Virgin Atlantic Wins Where Other Airlines Fail — Including Supersonic Flight

by John Harper

Virgin Atlantic is my pick for world’s best airline, hands down, no close challengers. Before you start commenting about Q-Suites, reverse herringbone blah blah and showers, please let me make my case.

My feelings about Virgin Atlantic are not retrospective of seat dimensions, amouse bouches, or the likes. This is an all encompassing look not only at the airline’s past, but it’s trajectory. The contrarian airline entered the market at one of the worst moments in aviation history, and probably should have failed before it launched.

It survived and has thrived by pinpointing the things that its competitors miss and get wrong. There’s no indication that contrarian strategy will change as the airline plans to re-launch supersonic travel with Boom.

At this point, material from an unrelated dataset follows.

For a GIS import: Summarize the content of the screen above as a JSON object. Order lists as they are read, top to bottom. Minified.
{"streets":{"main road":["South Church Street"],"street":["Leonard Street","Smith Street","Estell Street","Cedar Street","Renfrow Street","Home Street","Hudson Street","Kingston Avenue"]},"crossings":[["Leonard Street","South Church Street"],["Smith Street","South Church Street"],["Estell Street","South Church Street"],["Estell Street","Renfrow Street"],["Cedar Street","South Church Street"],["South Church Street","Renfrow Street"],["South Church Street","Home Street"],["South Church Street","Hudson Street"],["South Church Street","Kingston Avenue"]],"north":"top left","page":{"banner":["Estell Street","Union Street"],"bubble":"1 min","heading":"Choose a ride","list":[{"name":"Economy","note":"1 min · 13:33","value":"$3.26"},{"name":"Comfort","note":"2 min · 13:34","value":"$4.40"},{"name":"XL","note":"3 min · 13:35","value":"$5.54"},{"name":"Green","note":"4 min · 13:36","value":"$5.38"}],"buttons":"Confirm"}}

I’ll examine five factors that support this proclamation.

1) Virgin Atlantic Is Good Enough To Out-Compete Anyone

a white and red airplane in the sky

Let’s talk business.

When Richard Branson stumbled into the airline business in the 1980s, he must have been naieve. How else does one decide to launch service on the most competetive business travel route in the world?

Back then, startup baby Virgin Atlantic flew a single daily service between London Heathrow (LHR) and New York City Newark (EWR).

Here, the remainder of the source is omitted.